> _Task objective_
Transcribe everything in the listing below exactly, except the pictures.

> _Available data_
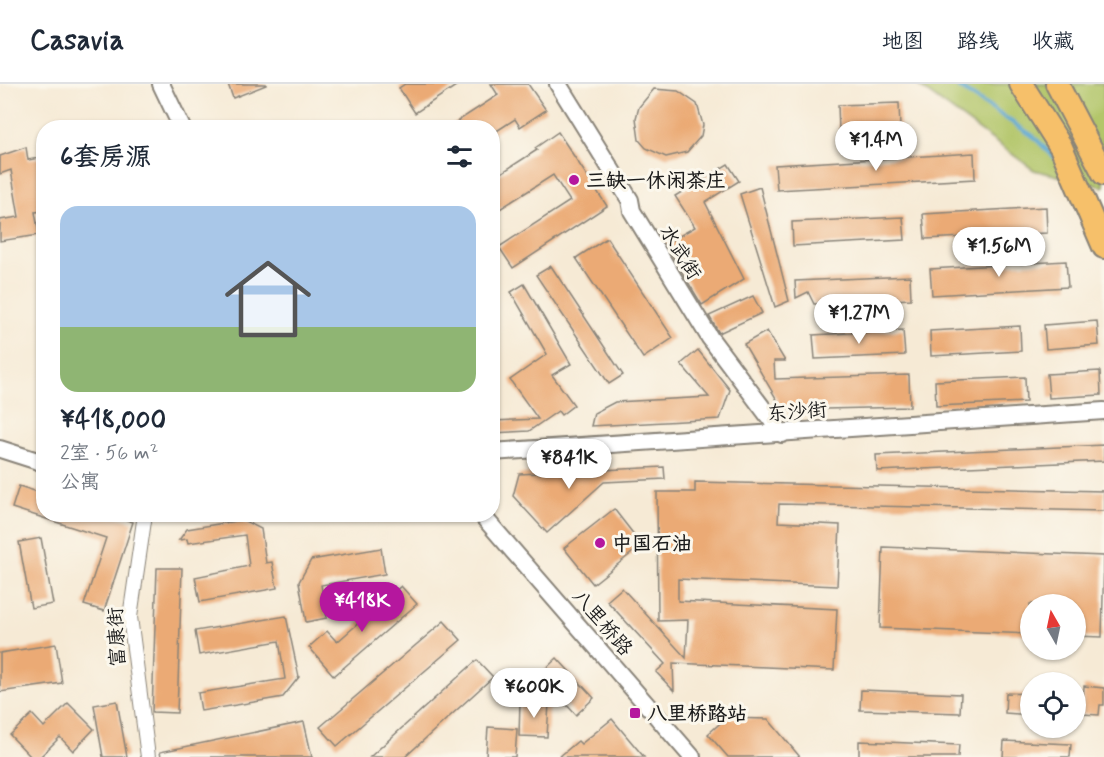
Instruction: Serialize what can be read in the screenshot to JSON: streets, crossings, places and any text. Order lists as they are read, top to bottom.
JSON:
{
  "streets": {
    "street": [
      "水武街",
      "东沙街",
      "八里桥路",
      "富康街"
    ]
  },
  "crossings": [
    ["水武街", "东沙街"]
  ],
  "places": {
    "other": ["三缺一休闲茶庄", "中国石油"],
    "transit": ["八里桥路站"]
  },
  "north": "top",
  "page": {
    "header": "Casavia",
    "nav": ["地图", "路线", "收藏"],
    "heading": "6套房源",
    "price": [
      "¥1.4M",
      "¥1.56M",
      "¥1.27M",
      "¥841K",
      "¥418K",
      "¥600K"
    ],
    "list": [
      {
        "name": "¥418,000",
        "note": "2室 · 56 m² · 公寓"
      }
    ]
  }
}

> _Solution to the problem_
Instruction: Serialize what can be read in the screenshot to JSON: streets, crossings, places and any text. Order lists as they are read, top to bottom.
JSON:
{
  "streets": {
    "street": [
      "水武街",
      "东沙街",
      "八里桥路",
      "富康街"
    ]
  },
  "crossings": [
    ["水武街", "东沙街"]
  ],
  "places": {
    "other": ["三缺一休闲茶庄", "中国石油"],
    "transit": ["八里桥路站"]
  },
  "north": "top",
  "page": {
    "header": "Casavia",
    "nav": ["地图", "路线", "收藏"],
    "heading": "6套房源",
    "price": [
      "¥1.4M",
      "¥1.56M",
      "¥1.27M",
      "¥841K",
      "¥418K",
      "¥600K"
    ],
    "list": [
      {
        "name": "¥418,000",
        "note": "2室 · 56 m² · 公寓"
      }
    ]
  }
}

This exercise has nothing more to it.